Every week, we'll let you know what the Washingtonian food staff is reading in the blogosphere and off the bookshelves.

Ann Limpert, food and wine editor:

Columbia Room owner/bartender Derek Brown reviews a slew of Yelper types, handily taking down the "know-nothing," "cheapskate," and "ubermensch." Hilarious: A Field Guide to Yelp's Unhappy, Unhelpful Eaters.

• Peter Chang has been found (again)! The chef, who is as famous for his vanishing act as he is for his cumin fish, is now cooking in Atlanta. Most surprising? His restaurant bears his own name. Bill Addison takes a look at the place: Peter Chang.

Modernist Cuisine, the self-published 2,400-pager (and 40-pounder) from a team led by former Microsoft chief technology officer Nathan Myhrvold, explores everything from liquid nitrogen to low-salt diets. The Wall Street Journal deconstructs its burger recipe: Making a 21st-Century Hamburger.

Kate Nerenberg, assistant food and wine editor:

• While we're on the topic of the year's most-buzzed-about books, here's a thoughtful interview with Chicago chef Grant Achatz of the hyper-modern Alinea restaurant: Grant Achatz's 'Life on the Line': Alinea Chef Discusses His Memoir, Battling Cancer.

• When food trends enter the dental-hygiene world, you know they've officially jumped the shark: Bacon Toothpaste for a Salty, Smoky Smile.

• Maybe the bacon toothpaste was all part of a larger pork conspiracy. The National Pork Board (yes, that organization exists) has given the piggy product a new slogan—Pork: Be Inspired. According to the board, the phrasing "shows pork's place in almost any menu, day part, cuisine and lifestyle, based on pork's unique combination of flavor and versatility as the source of kitchen inspiration." Pork, No Longer Just "The Other White Meat," Seeks to Inspire.

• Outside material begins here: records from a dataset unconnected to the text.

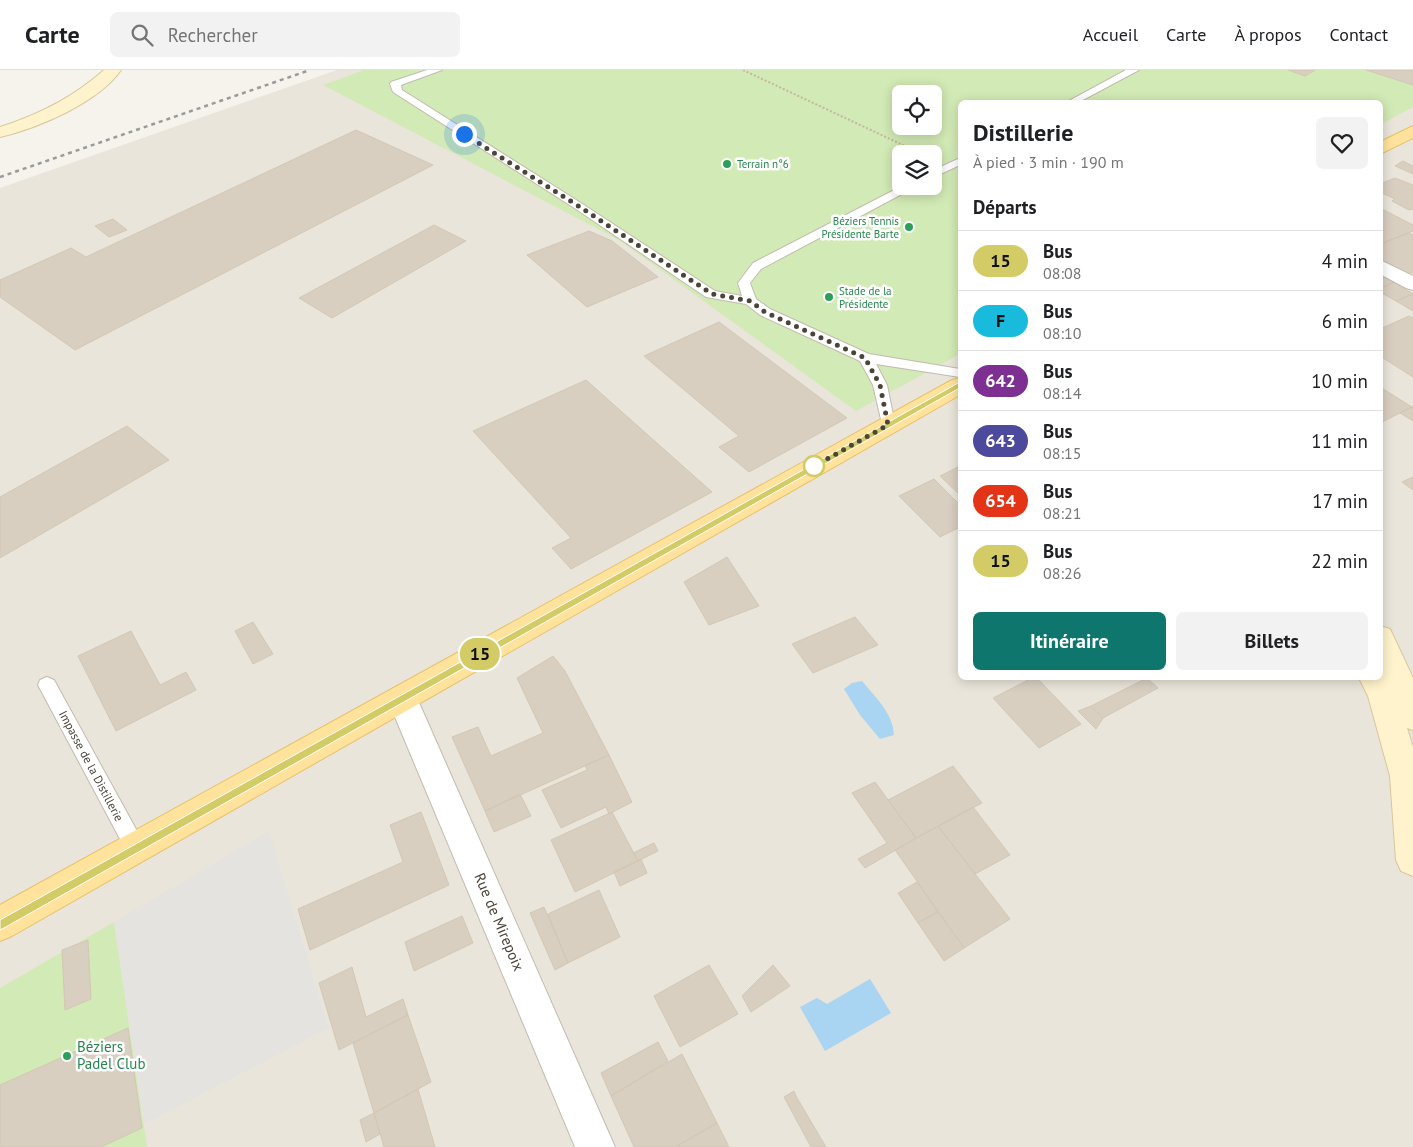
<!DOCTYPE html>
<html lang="fr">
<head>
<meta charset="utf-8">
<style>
	:root { --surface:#fff; --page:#f2f2f2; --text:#202124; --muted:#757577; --line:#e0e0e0; --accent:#0f766e }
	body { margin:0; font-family:"PT Sans",sans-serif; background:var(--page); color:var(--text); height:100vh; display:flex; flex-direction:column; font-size:19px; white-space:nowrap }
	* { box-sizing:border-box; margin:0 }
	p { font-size:16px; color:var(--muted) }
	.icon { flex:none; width:28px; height:28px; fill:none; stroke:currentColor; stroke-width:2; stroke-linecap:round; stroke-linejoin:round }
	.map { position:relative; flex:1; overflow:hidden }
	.panel { position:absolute; left:958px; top:30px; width:425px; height:580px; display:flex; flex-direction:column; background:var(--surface); border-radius:8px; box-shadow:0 2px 12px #0003 }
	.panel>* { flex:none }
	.badge { padding:0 10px; border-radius:16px; font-size:18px; line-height:32px }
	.buttons { position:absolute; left:892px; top:15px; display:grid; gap:10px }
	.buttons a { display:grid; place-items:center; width:50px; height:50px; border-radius:8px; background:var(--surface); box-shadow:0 2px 12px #0003; font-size:25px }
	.you { position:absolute; width:25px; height:25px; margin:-12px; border:4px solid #fff; border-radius:50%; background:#1a73e8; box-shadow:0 0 0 8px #1a73e833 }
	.map>.badge { position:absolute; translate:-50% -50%; box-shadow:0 0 0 2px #fff }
	h2 { padding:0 15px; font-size:19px; line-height:45px }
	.round { display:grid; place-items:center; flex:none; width:52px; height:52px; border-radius:8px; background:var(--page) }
	.summary { display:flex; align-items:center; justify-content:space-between; height:85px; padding:0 15px }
	h1 { font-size:24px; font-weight:800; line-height:38px }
	.action { display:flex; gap:10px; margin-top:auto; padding:10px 15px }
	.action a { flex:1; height:58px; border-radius:8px; background:var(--accent); color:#fff; font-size:20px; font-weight:800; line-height:58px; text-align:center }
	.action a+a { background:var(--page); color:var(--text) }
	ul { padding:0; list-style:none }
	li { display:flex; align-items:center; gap:15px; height:60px; padding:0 15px; border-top:1px solid var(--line) }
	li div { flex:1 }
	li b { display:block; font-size:19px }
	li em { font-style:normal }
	li .badge { min-width:55px; font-weight:700; text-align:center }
	header { display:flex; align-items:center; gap:30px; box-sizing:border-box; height:70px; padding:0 25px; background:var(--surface); border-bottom:1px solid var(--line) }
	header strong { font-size:24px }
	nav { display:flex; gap:28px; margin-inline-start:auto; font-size:18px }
	.search { width:350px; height:45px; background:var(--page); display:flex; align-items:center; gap:12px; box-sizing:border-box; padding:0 18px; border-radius:8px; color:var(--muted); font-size:19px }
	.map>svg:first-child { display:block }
	.residential { fill:#eae5da; fill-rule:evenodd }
	.green { fill:#d2eab5; fill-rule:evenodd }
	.parking { fill:#e5e3e0 }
	.water { fill:#a9d4f2 }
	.building { fill:#d8cfc1; stroke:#d3c7b4 }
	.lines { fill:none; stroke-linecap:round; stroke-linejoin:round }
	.service-casing { stroke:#c2bbae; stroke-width:2 }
	.minor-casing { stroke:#c2bbae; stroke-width:2 }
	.secondary-casing { stroke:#d6c79b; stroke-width:2 }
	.primary-casing { stroke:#e6c16a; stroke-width:2 }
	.path { stroke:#c4b79f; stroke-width:2; stroke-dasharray:2 2; stroke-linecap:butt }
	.service { fill:#fff; fill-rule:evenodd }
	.minor { fill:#fff; fill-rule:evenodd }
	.secondary { fill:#fff3cd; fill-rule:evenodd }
	.primary { fill:#ffe39c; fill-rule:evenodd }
	.rail { stroke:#9a9a9a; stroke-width:2.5; stroke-dasharray:4 4; stroke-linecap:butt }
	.line { fill:#d2cb66; stroke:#fff }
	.walk { stroke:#4b4439; stroke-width:5; stroke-dasharray:0 9 }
	.leisure-dot { fill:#2e9e5b; stroke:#fff; stroke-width:2 }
	.stop-dot { fill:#fff; stroke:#d2cb66; stroke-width:2.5 }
	.labels { text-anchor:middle; stroke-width:5; stroke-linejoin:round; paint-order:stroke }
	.far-leisure-label { font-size:11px; fill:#27864d; stroke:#fff; text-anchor:start }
	.street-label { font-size:12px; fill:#4b4439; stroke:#fff }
	.near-street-label { font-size:15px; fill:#4b4439; stroke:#fff }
	.near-leisure-label { font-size:15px; fill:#27864d; stroke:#fff; text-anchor:start }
</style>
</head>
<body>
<header>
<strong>Carte</strong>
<div class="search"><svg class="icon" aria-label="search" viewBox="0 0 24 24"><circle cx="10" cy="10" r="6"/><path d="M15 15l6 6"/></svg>Rechercher</div>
<nav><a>Accueil</a><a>Carte</a><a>À propos</a><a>Contact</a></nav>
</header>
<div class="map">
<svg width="1413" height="1077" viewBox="0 0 1413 1077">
	<rect width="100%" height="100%" fill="#f6f3ec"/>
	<path class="residential" d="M337 0H1413V1077H0V118ZM901 24H934V56H901ZM960 32H1380V608H960ZM901 84H934V116H901Z"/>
	<path class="green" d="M364 0H1413V37L1380 55V32H960V284L856 341 619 170 323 15ZM901 24H934V56H901ZM901 84H934V116H901Z
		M114 852 147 1077H0V918Z"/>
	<path class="parking" d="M269 761 329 958 144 1054 114 852Z"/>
	<path class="water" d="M862 611C875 627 893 643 894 665L880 669 860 645 844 619 852 613Z
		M870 909 891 943 825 981 800 937 817 928 827 934Z"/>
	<path class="building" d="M1288 0H1315L1305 6Z
		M1366 0H1413V15Z
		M356 60 433 95 75 280 0 227V210L71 178 86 187Z
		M1403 91 1413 96V104L1395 96Z
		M1395 108 1413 115V139L1409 140 1392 131 1395 129 1380 122V114Z
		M1380 138 1413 155V161L1380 174Z
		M113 149 127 160 109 167 95 156Z
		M434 155 466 171 332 248 299 228Z
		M589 161 612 171 658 207 587 237 527 185Z
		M1409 163 1413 165V202L1407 205 1380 190V174Z
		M1380 204 1394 212 1380 219Z
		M1394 212 1413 224 1396 231 1380 222V219Z
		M1413 224V241L1396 231Z
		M1409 246 1413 248V307L1380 286V259Z
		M719 252 847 348 749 402 719 377 739 366 644 286Z
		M586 310 712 422 571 499 552 478 571 468 473 361Z
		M1380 317 1412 337 1380 353Z
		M1413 336V351L1400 343Z
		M127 356 169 390 0 488V427Z
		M960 396V425L940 406Z
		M1413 407V420L1402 412Z
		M934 409 960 435V457L940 467 899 426Z
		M727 487 759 536 709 555 684 512Z
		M855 547 878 575 813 603 792 574Z
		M253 552 273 584 253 594 235 561Z
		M131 561 160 615 186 602 196 620 116 661 78 586Z
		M553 586 565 601 609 685 485 741 452 667 478 657 491 686 543 663 517 608Z
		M1032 608H1037L1081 654 1039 678 993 628Z
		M1147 608 1158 618 1103 648 1091 636Z
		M1091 636 1103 648 1096 659 1078 641Z
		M609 685 632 732 609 744 606 737 561 758 542 720 587 700 585 695Z
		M953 696 982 733 916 768 888 730Z
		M875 712 916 768 865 798 858 789 887 773 852 723Z
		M520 724 531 746 494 762 485 741Z
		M973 737 1010 785 975 804 938 756Z
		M421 742 449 815 310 880 298 839 403 792 390 755Z
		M612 742 638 791 575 822 551 770Z
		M938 756 1010 849 964 878 895 780Z
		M654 773 658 781 638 791 633 783Z
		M641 789 647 803 620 816 614 802Z
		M917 812 938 842 918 853 898 823Z
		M599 820 620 867 568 893 548 844Z
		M544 837 568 893 555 900 530 843Z
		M938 842 964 878 944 891 918 853Z
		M462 846 473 873 414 901 405 872Z
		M88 870 91 929 65 940 62 880Z
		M709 895 738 944 680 977 654 926Z
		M773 895 790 916 751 942 742 926Z
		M352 897 366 947 403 929 408 945 339 980 319 913Z
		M408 945 431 1012 374 1043 353 973Z
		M128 958 142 1058 101 1077H0V1015Z
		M658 972 668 991 611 1026 601 1003Z
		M682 984 717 1053 675 1077H634L611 1026Z
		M418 1019 435 1077H384L374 1043Z
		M794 1021 797 1028 826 1077H811L784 1027Z
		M374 1043 380 1064 366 1072 360 1050Z
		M717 1053 729 1077H675Z"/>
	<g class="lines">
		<g class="service-casing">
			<path id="service" d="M427 0H442L401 15 402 20 584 135 715 221 742 226 738 213 753 193 902 116H917L761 199 750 213 756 229 770 239 869 284 960 299V307L876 294 887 315 895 355 893 358H883L873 315 860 291 760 245 746 234 706 227 576 139 393 22 390 14 391 12Z
				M1126 0H1139L1079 32H1067Z
				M960 88V95L934 107V100Z
				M47 607 54 610 142 770 145 777 142 784 135 787 128 784 38 615 40 610Z"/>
		</g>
		<g class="minor-casing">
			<path id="minor" d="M1380 190 1413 206V220L1406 218 1380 204Z
				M402 616 412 619 417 628 615 1077H575L387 628 392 619Z"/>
		</g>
		<g class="secondary-casing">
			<path id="secondary" d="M104 0H121C98 33 38 58 0 67V57C38 45 74 27 104 0Z
				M1380 556 1390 559 1413 608V660L1407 658 1413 677V806L1401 801 1396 790 1390 706 1368 626 1359 608H1380Z"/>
		</g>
		<g class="primary-casing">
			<path id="primary" d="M1413 56V68L1380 84V72Z
				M960 308V325L12 866 0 871V835L952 310Z"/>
		</g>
		<path class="path" d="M743 0 922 84"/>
		<use href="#service" class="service"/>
		<use href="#minor" class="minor"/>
		<use href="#secondary" class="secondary"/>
		<use href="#primary" class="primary"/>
		<path class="rail" d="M0 107 310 0"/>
	</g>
	<path class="line" d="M960 312 963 313V316L4 858 0 860V850Z"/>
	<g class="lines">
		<path class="walk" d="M464 64 580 137 712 224 750 231 765 242 865 288 880 315 888 355 809 399 814 396"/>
	</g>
	<g class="leisure-dot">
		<circle cx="727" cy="94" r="5"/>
		<circle cx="909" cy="157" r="5"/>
		<circle cx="829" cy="227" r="5"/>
		<circle cx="67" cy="986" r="5"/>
	</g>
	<circle class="stop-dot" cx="814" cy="396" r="10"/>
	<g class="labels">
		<g class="far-leisure-label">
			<text x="737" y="98">Terrain n°6</text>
			<text x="899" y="155" text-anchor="end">Béziers Tennis<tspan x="899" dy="13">Présidente Barte</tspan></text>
			<text x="839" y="225">Stade de la<tspan x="839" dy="13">Présidente</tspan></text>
		</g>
		<g class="street-label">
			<text transform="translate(91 696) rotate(62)" y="4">Impasse de la Distillerie</text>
		</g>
		<g class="near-street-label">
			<text transform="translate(499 852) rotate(67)" y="5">Rue de Mirepoix</text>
		</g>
		<g class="near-leisure-label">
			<text x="77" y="982">Béziers<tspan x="77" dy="17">Padel Club</tspan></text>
		</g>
	</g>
</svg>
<div class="buttons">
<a><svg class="icon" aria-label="locate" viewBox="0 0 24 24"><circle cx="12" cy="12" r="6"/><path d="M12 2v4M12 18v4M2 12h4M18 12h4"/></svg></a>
<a><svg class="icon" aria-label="layers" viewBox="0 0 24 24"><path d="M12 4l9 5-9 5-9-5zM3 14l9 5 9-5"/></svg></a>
</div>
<div class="you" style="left:464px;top:64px"></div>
<b class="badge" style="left:480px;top:584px;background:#d2cb66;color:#111">15</b>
<section class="panel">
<div class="summary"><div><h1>Distillerie</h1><p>À pied · 3 min · 190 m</p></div><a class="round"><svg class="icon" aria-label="heart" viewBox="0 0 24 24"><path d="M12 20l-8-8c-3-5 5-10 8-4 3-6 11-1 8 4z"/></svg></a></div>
<h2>Départs</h2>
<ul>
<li><span class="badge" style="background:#d2cb66;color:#111">15</span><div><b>Bus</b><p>08:08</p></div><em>4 min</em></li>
<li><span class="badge" style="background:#18bbdc;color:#111">F</span><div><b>Bus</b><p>08:10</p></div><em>6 min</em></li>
<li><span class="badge" style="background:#7d2f92;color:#fff">642</span><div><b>Bus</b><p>08:14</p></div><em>10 min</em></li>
<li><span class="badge" style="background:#4d499d;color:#fff">643</span><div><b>Bus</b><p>08:15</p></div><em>11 min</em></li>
<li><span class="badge" style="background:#e43417;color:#fff">654</span><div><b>Bus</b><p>08:21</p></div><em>17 min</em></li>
<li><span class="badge" style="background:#d2cb66;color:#111">15</span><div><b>Bus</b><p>08:26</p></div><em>22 min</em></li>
</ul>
<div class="action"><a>Itinéraire</a><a>Billets</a></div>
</section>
</div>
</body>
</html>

Emily Leaman, staff writer and Well+Being blogger:

• My elementary school didn't have a cafeteria, and it never bothered me—the stories I heard about cafeteria food were downright scary. But now kids are starting to have better options, such as whole-wheat bread, baked chicken tenders, and well-stocked salad bars. It's pretty incredible that New York schools are able to pull off nutritious menus with a budget of just $1 a meal. Hairnets, Yes; Fried Foods, No.

Sophie Gilbert, assistant editor and Sophie at the Stove blogger:

• It seems brilliantly simple and common-sense, which of course means that it will never happen: Don't End Agricultural Subsidies, Fix Them.

• Two similarly-themed health reads this week: Firstly, the sad news that Blair River, official spokesperson for Arizona's Heart Attack Grill restaurant, died this week, at the age of 29 and the staggering weight of 575 pounds. Just in case some of the tragic irony was lost, the restaurant's media site has a link to a video of Blair eating set to the Beegees hit "Stayin' Alive." Hefty Heart Attack Grill Spokesman Dies at 29.

• And from NPR, the news that Americans are now a full 10 percentage points fatter than their Canadian cousins, despite all the poutine our northern neighbors scarf on a regular basis: Americas Are Even Fatter Than Canadians.

Todd Kliman, food and wine editor:

• For a while now, the Howard County food blogger, How Chow, has been trumpeting the superlative R&R Taqueria (which I wrote about this week on my chat). A little over a week ago, the Wall Street Journal gave the gas-station tacos a mention, and then a host of bloggers, including yours truly, chimed in on the place—all referring directly or indirectly to the WSJ piece. I feel for How Chow. One of the great pleasures in scouring the scene for new places to eat is that sense of getting there first, of being the first to claim a discovery. Keep up the good work, HowChow. I'm a new fan: Lamb Soup and New Media at R&R Tacqueria.

• The hilarious and acerbic A.A. Gill on L'Ami Louis, the Parisian bistro nobody wants you to know about: Tour de Gall.

• Anti-regulation Republicans aim to kill funding for the FDA and USDA. With all the food-borne viruses we've seen over the past ten years, we need more oversight of agri-business, not less: A Food Fight in the Budget Debate.